Ein Insider, der für ein westliches Medium aus Damaskus berichtet, schildert die neue Realität mit bedrückender Klarheit. „Wir haben auf Sicherheit gehofft, auf Ruhe. Was wir bekommen haben, sind Analphabeten als Polizisten und Richter, die nie ein Jurastudium gesehen haben – aber treue Kämpfer Julanis sind.“ Er übermittelt Fotos aus den Straßen der Hauptstadt, die das Bild einer verängstigten, eingeschüchterten Bevölkerung zeichnen. „Es ist, als sei die Hauptstadt auf einen Schlag ins 13. Jahrhundert zurückversetzt worden.“
Und die Angst sitzt tief – nicht nur bei den religiösen Minderheiten. Die Alawiten, einst Rückgrat des alten Machtapparats, werden enteignet, aus ihren Häusern vertrieben. „In ihren Wohnungen leben jetzt Tschetschenen, Uiguren, fremde Söldner“, erzählt der Journalist. Julani soll 3.500 ausländische Kämpfer in die sogenannte Division 84 des neuen syrischen Militärs eingegliedert haben. Die Botschaft ist klar: Dies ist kein syrisches Projekt. Dies ist die Expansion eines Kalifats unter neuem Namen.
In Israel und im Westen hatte man lange gezögert, das neue Regime in Damaskus zu bewerten. Zu frisch war der Sturz Assads, zu ungewiss die Zukunft. Doch inzwischen verdichten sich die Hinweise: Julani führt Syrien nicht in Richtung Stabilität – sondern in eine neue Form des Autoritarismus, diesmal mit religiösem Fundamentalismus als Dogma. Der bisher säkulare Charakter vieler syrischer Städte wird systematisch ausgelöscht.

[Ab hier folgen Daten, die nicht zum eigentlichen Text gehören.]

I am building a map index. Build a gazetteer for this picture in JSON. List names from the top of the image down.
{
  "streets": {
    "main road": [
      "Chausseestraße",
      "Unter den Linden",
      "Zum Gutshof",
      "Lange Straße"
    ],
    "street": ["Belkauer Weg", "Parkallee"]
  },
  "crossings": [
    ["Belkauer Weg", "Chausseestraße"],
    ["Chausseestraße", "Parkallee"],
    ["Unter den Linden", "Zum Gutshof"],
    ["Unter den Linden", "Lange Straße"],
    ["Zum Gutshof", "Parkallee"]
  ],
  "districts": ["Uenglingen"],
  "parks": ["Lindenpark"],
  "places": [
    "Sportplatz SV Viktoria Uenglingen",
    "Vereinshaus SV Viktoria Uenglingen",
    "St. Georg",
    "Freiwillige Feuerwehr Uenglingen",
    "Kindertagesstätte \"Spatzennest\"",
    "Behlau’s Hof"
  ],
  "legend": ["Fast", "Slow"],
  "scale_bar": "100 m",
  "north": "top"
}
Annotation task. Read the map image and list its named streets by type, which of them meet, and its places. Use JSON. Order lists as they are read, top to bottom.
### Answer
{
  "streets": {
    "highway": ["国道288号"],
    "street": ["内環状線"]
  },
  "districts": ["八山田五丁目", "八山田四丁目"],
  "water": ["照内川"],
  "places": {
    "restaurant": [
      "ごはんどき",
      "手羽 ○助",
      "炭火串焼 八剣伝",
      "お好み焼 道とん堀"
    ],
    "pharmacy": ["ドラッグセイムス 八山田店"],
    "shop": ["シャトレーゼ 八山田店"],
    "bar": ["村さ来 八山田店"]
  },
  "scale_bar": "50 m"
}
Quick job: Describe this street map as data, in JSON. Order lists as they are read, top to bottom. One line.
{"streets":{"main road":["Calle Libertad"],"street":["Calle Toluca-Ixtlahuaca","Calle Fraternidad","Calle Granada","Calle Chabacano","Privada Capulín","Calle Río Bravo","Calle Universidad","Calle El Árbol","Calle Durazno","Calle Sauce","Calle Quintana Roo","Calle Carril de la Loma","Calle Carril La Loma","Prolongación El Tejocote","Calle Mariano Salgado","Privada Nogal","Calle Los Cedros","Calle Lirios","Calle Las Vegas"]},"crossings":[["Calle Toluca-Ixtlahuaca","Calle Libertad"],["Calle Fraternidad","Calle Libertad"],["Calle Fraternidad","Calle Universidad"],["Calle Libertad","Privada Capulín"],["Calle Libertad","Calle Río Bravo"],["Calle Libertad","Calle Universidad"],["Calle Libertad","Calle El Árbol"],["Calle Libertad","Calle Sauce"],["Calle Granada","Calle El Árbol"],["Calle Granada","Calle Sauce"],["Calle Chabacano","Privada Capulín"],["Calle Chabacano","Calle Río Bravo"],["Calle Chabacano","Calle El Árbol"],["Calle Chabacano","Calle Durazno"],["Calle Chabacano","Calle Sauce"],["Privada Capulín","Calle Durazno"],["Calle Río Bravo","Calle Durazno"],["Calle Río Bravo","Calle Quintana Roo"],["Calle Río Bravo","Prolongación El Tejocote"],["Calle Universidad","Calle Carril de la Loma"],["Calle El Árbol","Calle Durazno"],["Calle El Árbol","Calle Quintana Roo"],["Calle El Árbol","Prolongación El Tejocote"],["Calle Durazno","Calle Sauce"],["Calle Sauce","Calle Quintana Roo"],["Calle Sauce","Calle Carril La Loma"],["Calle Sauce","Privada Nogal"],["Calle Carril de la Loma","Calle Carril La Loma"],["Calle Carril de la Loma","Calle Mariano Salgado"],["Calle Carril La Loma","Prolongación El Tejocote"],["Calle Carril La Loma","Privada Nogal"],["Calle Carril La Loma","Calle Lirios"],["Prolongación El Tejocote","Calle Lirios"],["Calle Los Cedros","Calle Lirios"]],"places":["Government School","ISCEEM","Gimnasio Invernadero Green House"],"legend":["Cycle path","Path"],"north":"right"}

Und doch: Nicht alle Stimmen in Damaskus schweigen. Eine Frau tritt vor die Kamera, unter Lebensgefahr. Ihre Botschaft: „Die, die hier regieren, sind primitive Fanatiker. Alle meine Freunde – wir wollen Frieden mit Israel. Wir wollen ein normales Leben.“ Auch ein Busfahrer äußert sich. Früher habe er unter israelischer Kontrolle gelebt – und es sei besser gewesen. „Dort konnten wir reisen. Der israelische Soldat behandelte uns menschlich. Der syrische Staat hat mich an die Grenze gekettet.“
Solche Aussagen wären vor wenigen Jahren undenkbar gewesen. Heute hört man sie nicht nur in den Grenzdörfern zwischen Golanhöhen und Damaskus, sondern auch in der Hauptstadt selbst. Während Julani nach innen mit eiserner Hand herrscht, mehren sich außenpolitisch Anzeichen eines pragmatischeren Kurses. Treffen zwischen syrischen und israelischen Vertretern sollen bereits in Aserbaidschan stattgefunden haben. Julani selbst habe einen israelischen Gesandten empfangen, heißt es.
Für viele Syrer scheint sich ein Paradoxon zu erfüllen: Je repressiver das Regime im Inneren wird, desto stärker wird die Hoffnung auf eine Öffnung nach außen. Die Vorstellung eines Friedens mit Israel, die lange tabu war, ist auf einmal nicht mehr unsagbar. Im Gegenteil: Sie wird zum letzten Strohhalm einer Gesellschaft, die sich nach Normalität, Reisefreiheit und wirtschaftlichem Überleben sehnt.
Der renommierte Politologe Prof. Eli Podeh von der Hebräischen Universität Jerusalem dämpft die Euphorie: Ein umfassender Friedensvertrag nach dem Vorbild der Abraham-Abkommen sei noch weit entfernt. „Die Frage der Golanhöhen ist nicht geklärt, ebenso wenig die Legitimität des neuen Regimes.“ Doch die Tatsache, dass solche Gespräche überhaupt stattfinden, ist ein Bruch mit Jahrzehnten der Feindschaft – und eine Reaktion auf die bittere Realität in Syrien selbst.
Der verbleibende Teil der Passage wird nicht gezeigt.